The route to checkpoint 4 had a lot of treefall and there were several sections which were spent crawling on our bellies. We were starting to feel the pain in our legs a bit and tiring from the 7ish hours that we had been going however we still made good time to the high point which is again another reasonably sunny spot and although still in bush its pretty light. A short distance down towards Washpool Hut is a small clearing on the spur which offered us some great views out towards the coast and over to Surf peak, our final climb of the day. Washpool hut is in an odd spot some 20 metres above the river on the shady side. It doesn't get a lot of sun and consequently was pretty mouldy. However there is a nice grassy clearing less than 5 minutes down the river (although sufficiently above it) which would make a much better location.

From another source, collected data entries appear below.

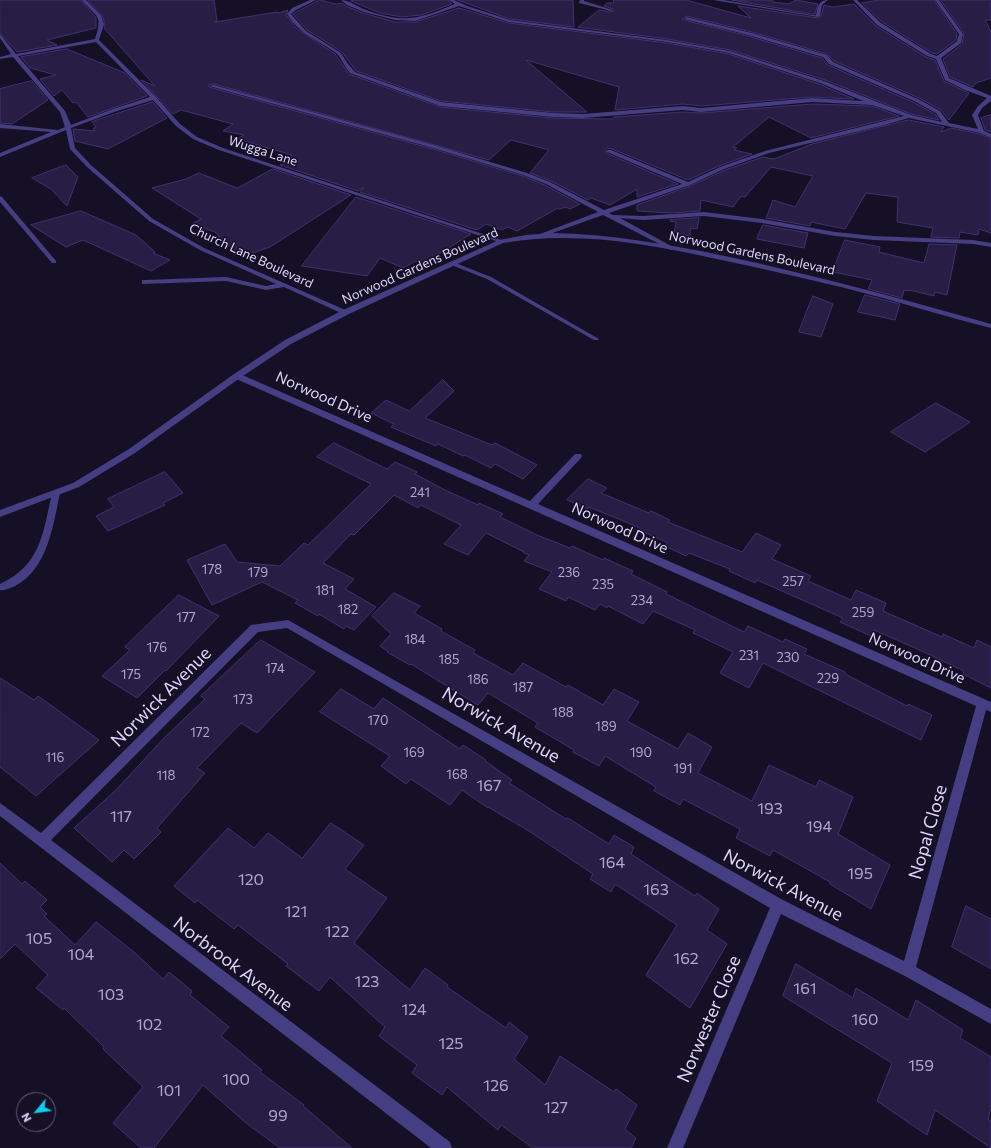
<!DOCTYPE html>
<style>
body{margin:0}
#map{position:relative;width:991px;height:1148px;overflow:hidden;background:#151025;font-family:Commissioner,sans-serif}
canvas{display:block}
.north{position:absolute;left:16px;top:1092px;width:40px;height:40px;box-sizing:border-box;background:#151025;border:1px solid #65607b;border-radius:50%;rotate:241deg;font-size:11px;font-weight:700;line-height:16px;text-align:center;color:#ded7fd}
.north::after{content:'';display:block;margin:auto;width:14px;height:18px;background:#0ecdf2;clip-path:polygon(50% 0,100% 100%,50% 72%,0 100%)}
</style>
<div id="map">
<canvas width="991" height="1148"></canvas>
<div class="north">N</div>
</div>
<script>
const context = document.querySelector('canvas').getContext('2d');
context.lineJoin = 'round';
function fill(path, color) {
  context.fillStyle = color;
  context.fill(path, 'evenodd');
}
function stroke(path, color, width, dash) {
  context.strokeStyle = color;
  context.lineWidth = width;
  context.lineCap = dash ? 'butt' : 'round';
  context.setLineDash(dash || []);
  context.stroke(path);
}
function write(font, color, halo, rows, align = 'center') {
  context.font = font + ' Commissioner,sans-serif';
  context.lineWidth = 3;
  context.setLineDash([]);
  context.textBaseline = 'middle';
  context.strokeStyle = halo;
  context.fillStyle = color;
  for (const [text, x, y, turn = 0] of rows) {
    context.save();
    context.translate(x, y);
    context.rotate((+turn || 0) * Math.PI / 180);
    context.textAlign = isNaN(turn) ? turn : align;
    if (halo) context.strokeText(text, 0, 0);
    context.fillText(text, 0, 0);
    context.restore();
  }
}
const building = new Path2D(`
 M0 0H81L96 18V28L47 40 57 45 17 52 0 33Z
 M88 0H214L217 21 215 22 277 12 279 13 288 10 286 15 296 28 335 54 349 74 440 107 553 118 613 119 614 117 683 112 701 113 812 104 872 106 899 116 811 138 769 117 733 147 737 148 734 150 752 154 719 166 688 180 612 149 607 148 606 150V153L678 184 637 197V189L610 205 591 198 588 200 551 181 530 173 549 150 511 140 489 160 214 84 208 85 209 87 433 149 523 176 545 185 580 204 570 209 565 207 560 209 558 208 517 231 508 227 502 230 486 224 477 230 360 192 364 187 358 191 280 165 295 158 289 157 292 155 237 139 244 135 223 131 233 124 181 110 173 114 141 80 155 86 104 28 105 24 102 15Z
 M320 0 336 4 342 3 346 6 363 13 395 22H415L459 8 509 23 667 43 729 54 819 84 854 99 812 97 701 106 683 104 615 110 619 87 526 60 587 112H553L441 101 356 71 342 52 307 30 293 14Z
 M355 0H448L452 4 421 15 402 17 380 13 351 1Z
 M458 0H573L574 27 510 19Z
 M614 0H686L751 18 738 6 818 18 821 16 824 5 833 7 854 4 876 26 926 57 935 60 944 81 969 93 949 120 941 110 919 98 834 61 827 54 752 32 686 16 682 19 684 20 748 36 822 58 828 65 913 102 935 114 939 120 911 114 825 80 730 50 667 39 578 27 599 10 611 12 614 11 613 9 604 6 607 3H613Z
 M732 0H772L773 2 789 4 796 0 818 4 815 14H812Z
 M880 0H934L957 34 956 40 937 54 932 53 882 22 862 3Z
 M941 0H991V20H985L991 31V78L976 83 973 87 950 77 943 59 962 44 964 34Z
 M67 49 125 73 147 96 88 117 76 102 73 103 62 90 54 96 40 79 56 75 30 68 21 57Z
 M32 81 48 100 12 124 0 123V89Z
 M153 102 167 118 108 149 75 141 73 129 95 131 93 129 96 127 92 122Z
 M991 115V132L985 130 981 118Z
 M909 120 944 127 941 132 951 128 980 134 991 139V233L979 229 978 235 960 232 959 238 931 237 933 228 897 222 898 197 866 193 845 229 811 222 810 226 766 218 773 200 795 207 813 176 771 167 745 197 741 196 733 207 701 200 700 211 671 213 637 211V205L690 186 725 170 763 157 774 159 812 144Z
 M66 165 78 177 67 206 51 189 32 178Z
 M273 169 351 195 270 247 241 257 215 232 192 224 201 219 152 188 186 179 199 173 237 188Z
 M356 197 471 234 423 264 416 261 403 268 380 258 367 276 302 266Z
 M81 211 136 235 155 252 153 253 170 260 151 271 83 240 66 247 31 225Z
 M699 218 697 229 691 228 690 236 674 234 676 222 670 221V220Z
 M763 225 808 233 804 248 757 239Z
 M845 240 880 247 879 252 924 263 929 244 957 245 947 295 935 292 934 296 909 290 908 291 904 290 902 298 868 289 872 280 833 272Z
 M865 295 900 304 895 320 858 312Z
 M813 296 833 304 821 337 799 332Z
 M443 380 454 391 425 418 492 445 495 443 537 465 523 479 495 464 491 468 465 455 463 456 438 444 436 446 391 427 394 424 371 413 386 400 409 411Z
 M936 403 970 422 925 452 891 432Z
 M334 443 387 469 395 462 417 472 415 474 445 490 478 505 479 503 503 514 500 517 537 535 570 548 572 546 603 560 604 558 633 571 631 574 667 592 666 594 744 632 748 626 783 642 785 639 807 649 804 654 845 672V674L907 706 908 704 932 715 921 740 763 663 749 688 720 673 733 652 693 633 695 630 653 611 643 624 608 606 607 608 600 604 595 610 568 597 566 601 539 589 552 572 524 561 529 555 524 553V552L486 533 468 555 444 544 461 525 421 505 418 508 394 495 354 535 351 534 323 563 354 579 345 589 376 607 354 630 346 626 344 629 319 614 318 616 295 603 298 600 262 582 212 605 187 560 225 544 237 562 280 566 304 543 308 545 371 484 317 457Z
 M165 472 183 493 163 503 165 505 108 531 96 516 114 507 108 499Z
 M588 479 607 488 601 493 649 513 651 511 670 520 668 522 742 552 756 533 781 545 772 559 811 576 808 581 851 600 856 590 886 603 883 611 942 637 943 634 974 648 977 640 991 647V688L963 674 964 671 915 648 874 630 871 636 840 622 843 618 757 580 755 583 729 571 730 569 689 553 686 556 665 546 668 543 637 529 638 527 589 507 587 509 567 500Z
 M394 593 420 606 414 613 442 629 441 631 475 650 473 653 513 675 523 663 566 687 568 685 603 705 614 689 639 702 627 721 678 749 688 733 712 747 698 773 752 801 769 765 816 787 819 780 853 797 838 834 890 865 871 909 830 884V882L773 850 770 856 736 838 740 829 683 799 680 805 654 791 656 787 605 756 599 766 573 752 574 750 535 727 538 723 488 693 478 705 411 664 410 665 387 652 388 651 380 646 391 634 372 616Z
 M179 595 219 616 166 671 165 670 137 698 102 676 130 650 125 647Z
 M261 640 315 672 257 733 241 723 197 768 205 773 157 828 161 832 134 859 124 850 112 862 74 828 116 790 164 738 205 699 201 696Z
 M0 678 34 700 38 696 99 740 36 796 0 767Z
 M341 689 374 709 383 698 460 749 463 745 486 760 485 761 512 780 509 783 566 819 568 818 609 844 614 835 634 847 631 854 695 896 697 893 719 909 707 930 727 944 690 1008 646 975 677 925 615 884 611 892 590 879 593 874 529 831 488 807V808L462 790 450 805 411 779 406 784 381 766 390 756 320 712Z
 M331 823 364 845 345 869 387 898 354 943 410 990 425 968 448 985 447 987 506 1028 509 1022 528 1037 514 1059 545 1085 560 1056 614 1092 616 1089 637 1105 625 1129 636 1138 631 1148H533L501 1125 498 1130 447 1087 442 1095 412 1073 417 1065 379 1036 385 1027 330 977 319 991 286 966 288 964 238 925 234 929 197 900 195 903 174 886 228 828 254 848 268 833 302 858Z
 M0 863 22 884 25 881 47 900 40 907 47 914 44 916 75 945 96 922 134 952 163 979 169 972 192 991 190 995 229 1027 221 1036 262 1070 260 1072 304 1105 303 1106 352 1148H280L246 1123 203 1085 154 1148H141L113 1123 143 1087 103 1049 104 1047 64 1008 63 1010 36 988 48 975 15 944 0 959Z
 M966 906 991 919V969L952 947Z
 M796 964 853 998 856 988 908 1020 916 1000 963 1030 960 1038 991 1057V1108L988 1119 991 1121V1148L935 1110 927 1135 877 1101 892 1063 783 996Z`);
const service = new Path2D(`
 M449 262H453L491 277 599 339 598 340H594L487 279 449 264Z
 M56 490 60 493C53 525 48 569 15 586 10 588 5 591 0 590V584C41 565 43 533 52 493Z`);
const minor = new Path2D(`
 M82 0H86L101 15 104 24 99 40 156 97 180 124 197 137 223 148 504 241 499 242 219 150 193 139 176 126 153 100 117 111 71 128 75 148 91 165 153 219 204 248 350 312 346 314H343L284 287 266 290 226 281 142 284V280H145L226 277 266 286 276 284 200 250 149 221 87 167 70 149 66 130 0 157V153L51 132 0 128V124L58 130 65 127 60 112 13 57 0 59V57L11 54 0 38V34L16 54 95 39C103 15 97 18 82 0ZM96 42 150 97 113 109 71 125 65 111 18 56Z
 M310 0H316L296 10 291 14 306 31 341 53 348 64 355 72 441 102 553 113 583 114 683 106 701 108 812 98 863 101 820 83 729 53 667 42 509 22 459 6 415 21 395 20 364 12 347 5 341 0C349 0 358 7 366 10 405 24 419 19 455 4L449 0H454L467 6 510 20 667 40 730 51 824 81 911 115 942 122 936 113 914 101 829 64 823 57 748 35 684 19 686 17 752 33 827 55 833 62 918 99 940 111 949 123 978 129 972 115 978 106 987 98 965 90 945 80 936 59 927 56 877 25 853 0H857L881 23 931 54 937 56 957 41 959 34 935 0H939L963 34 961 43 941 58 949 78 991 96V101L982 108 978 115 984 131 991 134V138L980 133 909 118 881 126 769 153 724 169 690 185 609 213 613 215 643 216 704 212 762 219 835 232 874 236 973 240 991 243V247L973 244 874 240 835 236 762 223 704 216 643 220 620 218 673 247 674 248 671 250 603 215 544 236H540V234L598 212 546 184 523 175 433 148 209 86 214 85 437 146 527 173 550 182 604 210 682 184 607 152V150H611L688 182 720 167 765 151 904 116 872 105 812 102 701 112 683 110 583 118 553 117 440 106 350 73C344 67 342 58 336 53 317 39 300 35 287 14L292 8Z
 M580 0H584V1L613 10 611 11 579 3Z
 M713 0H723L812 15H816C818 6 819 0 828 0L822 5 820 16 818 17Z
 M0 196 2 197 56 261V263H52L0 202Z
 M234 374H240L530 501 575 454H581L582 456 581 458 538 504 991 702V712L986 710 916 967 991 1009V1024L903 975 781 914 683 1148H667L770 908 287 628 258 632 51 840 450 1142 452 1148H431L0 816V803L41 833 251 625 288 620 783 900 904 961 976 706 234 378Z`);
const tertiary = new Path2D(`
 M551 233C610 234 667 244 725 256 814 275 903 299 991 324V328C955 319 919 308 883 298 827 283 770 270 712 258 643 243 574 231 503 243L349 314 291 344 240 378 135 453 79 487 0 517V510L73 483 129 449 234 374 285 340 343 310 499 240 526 235Z`);
const farStreetnames = [
 ["Wugga Lane",263,151,18],
 ["Norwood Gardens Boulevard",752,253,12],
 ["Church Lane Boulevard",251,256,25],
 ["Norwood Gardens Boulevard",420,266,-24]
];
const numberNames = [
 ["241",420,493],
 ["178",212,570],
 ["179",258,573],
 ["236",569,573],
 ["257",793,582],
 ["235",603,585],
 ["181",325,591],
 ["234",642,601],
 ["182",348,610],
 ["259",863,613],
 ["177",186,618],
 ["184",415,640],
 ["176",157,648],
 ["231",749,656],
 ["230",788,658],
 ["185",449,660],
 ["174",275,669],
 ["175",131,675],
 ["229",828,679],
 ["186",478,680],
 ["187",523,688],
 ["173",243,700],
 ["188",563,713],
 ["170",378,721],
 ["189",606,727],
 ["172",200,733],
 ["169",414,753],
 ["190",641,753],
 ["116",55,758],
 ["191",683,769],
 ["168",457,775],
 ["118",166,776]
];
const streetNames = [
 ["Norwood Drive",324,397,24],
 ["Norwood Drive",620,528,24],
 ["Norwood Drive",917,658,24]
];
const nearNumbernames = [
 ["167",489,786],
 ["193",770,809],
 ["117",121,817],
 ["194",819,827],
 ["164",612,863],
 ["195",860,874],
 ["120",251,880],
 ["163",656,890],
 ["121",296,912],
 ["122",337,932],
 ["105",39,939],
 ["104",81,955],
 ["162",686,959],
 ["123",367,982],
 ["161",805,989],
 ["103",111,995],
 ["124",414,1010],
 ["160",865,1020],
 ["102",149,1025],
 ["125",451,1044],
 ["159",921,1066],
 ["100",236,1080],
 ["126",496,1086],
 ["101",169,1091],
 ["127",556,1108],
 ["99",278,1116]
];
const nearStreetnames = [
 ["Norwick Avenue",161,697,-45],
 ["Norwick Avenue",501,725,30],
 ["Nopal Close",928,832,-74],
 ["Norwick Avenue",783,885,28],
 ["Norbrook Avenue",233,964,37],
 ["Norwester Close",709,1019,-67]
];
fill(building, '#281e45');
stroke(building, '#413170', 1);
fill(service, '#453e82');
fill(minor, '#453e82');
fill(tertiary, '#453e82');
write('13px', '#ded7fd', '#151025', farStreetnames);
write('13px', '#b0a9cf', null, numberNames);
write('15px', '#ded7fd', '#151025', streetNames);
write('16px', '#b0a9cf', null, nearNumbernames);
write('18px', '#ded7fd', '#151025', nearStreetnames);
</script>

We stopped at checkpoint 4 much longer than intended but we were all feeling pretty tired by this point and not really relishing the highesh climb of the day. This section of track also had a lot of tree fall which slowed us a bit. Somewhere around here I started feeling like I had eaten too much sugar so I slowed down on the lollies. Fortunately it wasn't too much further to the top were we started the bash over Surf and to the 4WD track on the other side in the last of the sun. The trail across here is sketchy and fades in and out. There are plenty of markers but these too are patchy. However its only a short distance so after we had gone far enough we made the decision to simply drop off the side and meet the 4WD track closer than planned. I can recommend either option to future groups. While it is certainly much easier sticking to the ridge you do save some time dropping off the side plus you get the pleasure of crawling on your belly through thick bush and scrub wondering how much further it is to the 4WD track. This went on for some 15 minutes and there were a few stops to check the map and our elevation. Of course just happened to pick the spot that saw us spend the most time fighting through the thick bush!
The walk along the 4WD track felt very long and particularly draining. I finally arrived at Sutherlands hut around 8pm ahead of the others and was pleasantly surprised at its location and size. As always there was too much food for dinner. I simply could not fit any more into my billy but surprisingly it all got eaten.